Friday, April 21, 2006

A stretch of river XII: Wildness


As I bet you can tell from this image, a picture on an old postcard, our stretch of the Little Arkansas river usually doesn't have a smell. This morning, though, it has that (to me) wonderful smell the rivers and creeks of my Texas childhood had that reminds me a bit of tarragon with the sharp edge of something like basil or perhaps rosemary--I can't decide which. It's the smell of spring, so strong that even we olfactorially-challenged humans can smell it, the smell of pollen and new leaves and already-fallen early blooms.

It is also the smell of somthing I keep wanting to call "wildness."

Nature is at its wildest in the spring, even along this ostensibly urbanized stretch of river. Spring is all about procreation, of course, and that is the single most crucial act of perpetuation. So--there is wildness, a kind of fierceness, in the spring, even in the passive yet open invitations the flowers extend to the bees. The plants, the animals, are driven by impulses and urges whose ends don't benefit them as individuals but help to ensure a future for the species of which they are a part. The mallards have been paired off, males with females, for over a month now, and just a couple of days ago I saw the first brood of ducklings. But not all the males have found mates; for the past month, those males have tried to mate with the females, only to be driven off by the females' mates. So now, the "single" males congregate off by themselves in a little indentation of the riverbank like the awkward kids at the high school dance who show up because that's what they're supposed to do but whom no one will dance with. I initially see some humor in their situation, knowing that there's always next year, but with a little thinking I have to recognize that they probably can't know that. They see only this one season, and their failure. There is a poignancy in that, no?

But precisely because of this stretch of river's now-sharp, human-managed edges, we've lost much of our ancient ability to see all this on Nature's terms. We're too busy thawing out from the winter and wondering how it could have passed so quickly (especially this past, very mild winter). Even the used condom I saw in the park a few weeks ago, the morning after our first cool-but-not-cold night of the season, was, for me at least then, more the potential subject for a joke-y blog post ("What were you expecting--Walden?") than, as I think about it now, a human expression of this wildness.

Oddly enough, it's been Scruffy who has been calling my attention to all this.

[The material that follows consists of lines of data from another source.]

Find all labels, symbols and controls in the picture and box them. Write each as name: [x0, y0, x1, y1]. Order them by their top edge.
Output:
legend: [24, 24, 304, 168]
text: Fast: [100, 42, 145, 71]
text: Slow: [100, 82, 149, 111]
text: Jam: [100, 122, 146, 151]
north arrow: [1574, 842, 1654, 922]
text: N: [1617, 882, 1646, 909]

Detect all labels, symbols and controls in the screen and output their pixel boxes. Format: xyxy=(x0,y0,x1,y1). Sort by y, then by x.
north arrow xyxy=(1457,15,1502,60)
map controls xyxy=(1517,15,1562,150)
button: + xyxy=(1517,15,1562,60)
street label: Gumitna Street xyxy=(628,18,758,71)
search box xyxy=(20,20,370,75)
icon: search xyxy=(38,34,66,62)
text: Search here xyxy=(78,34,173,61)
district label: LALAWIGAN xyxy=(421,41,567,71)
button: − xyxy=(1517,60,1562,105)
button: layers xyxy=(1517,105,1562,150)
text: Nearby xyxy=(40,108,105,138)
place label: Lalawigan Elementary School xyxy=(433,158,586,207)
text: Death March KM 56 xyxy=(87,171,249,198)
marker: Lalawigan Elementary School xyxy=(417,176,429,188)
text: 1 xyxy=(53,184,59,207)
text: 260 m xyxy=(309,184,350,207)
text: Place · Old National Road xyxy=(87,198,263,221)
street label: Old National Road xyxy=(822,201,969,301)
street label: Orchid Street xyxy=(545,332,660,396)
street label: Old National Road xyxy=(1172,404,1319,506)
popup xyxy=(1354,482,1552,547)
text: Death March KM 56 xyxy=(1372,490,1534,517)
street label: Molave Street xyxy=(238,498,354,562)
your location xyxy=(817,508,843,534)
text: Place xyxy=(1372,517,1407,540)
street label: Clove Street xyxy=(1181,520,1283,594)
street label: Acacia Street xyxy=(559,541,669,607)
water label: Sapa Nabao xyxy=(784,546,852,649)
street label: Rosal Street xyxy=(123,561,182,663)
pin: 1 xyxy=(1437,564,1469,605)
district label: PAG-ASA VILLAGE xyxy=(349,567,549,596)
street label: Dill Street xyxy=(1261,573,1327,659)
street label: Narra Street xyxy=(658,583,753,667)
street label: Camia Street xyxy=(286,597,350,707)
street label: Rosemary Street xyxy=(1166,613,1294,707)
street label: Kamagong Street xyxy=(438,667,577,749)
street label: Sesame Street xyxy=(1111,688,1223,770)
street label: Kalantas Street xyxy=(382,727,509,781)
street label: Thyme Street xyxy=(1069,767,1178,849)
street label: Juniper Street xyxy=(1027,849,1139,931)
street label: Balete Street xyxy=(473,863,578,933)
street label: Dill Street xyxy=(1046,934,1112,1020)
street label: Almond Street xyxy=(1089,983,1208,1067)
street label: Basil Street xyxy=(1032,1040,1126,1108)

Now, mind you, my dog isn't exactly the brightest star in the canine firmament, especially when it comes to learning lessons about wildness that should need teaching only once. But he DOES have a much better nose than I do, and for these past few weeks of mornings now all those scents--not just the ducks, but the recent increased activity of the robins, pigeons, mourning doves, squirrels, rabbits, skunks and possums that we have seen--have caused his behavior to be even more ADHD-like than usual. Not content merely to snuffle along the path we take, he'll suddenly lunge underneath a bush to sniff at its base where some animal had taken refuge for part of the night. Perhaps they are just stronger now, what with the air being warmer and more humid these days; perhaps they are just more numerous. But, adolescent that he is, he responds giddily, straining against his collar so hard it begins to cause him to wheeze and yet he doesn't seem to notice it, deep in the throes of his own kind of puppy love.

And yet he's neutered.

While I'd be the last to argue that humans should be slaves to hormones and pheromones in the ways that plants and animals are, there are times when I see Scruffy's behavior and feel shut off from the very world whose air I breathe. The signals in the air, the breaths, the odors of other living things: The air actually tells him things; I can only know that I cannot know them, and that that is a now-irrecoverable loss that "the perfume from a dress," though pretty enough, can only gloss over.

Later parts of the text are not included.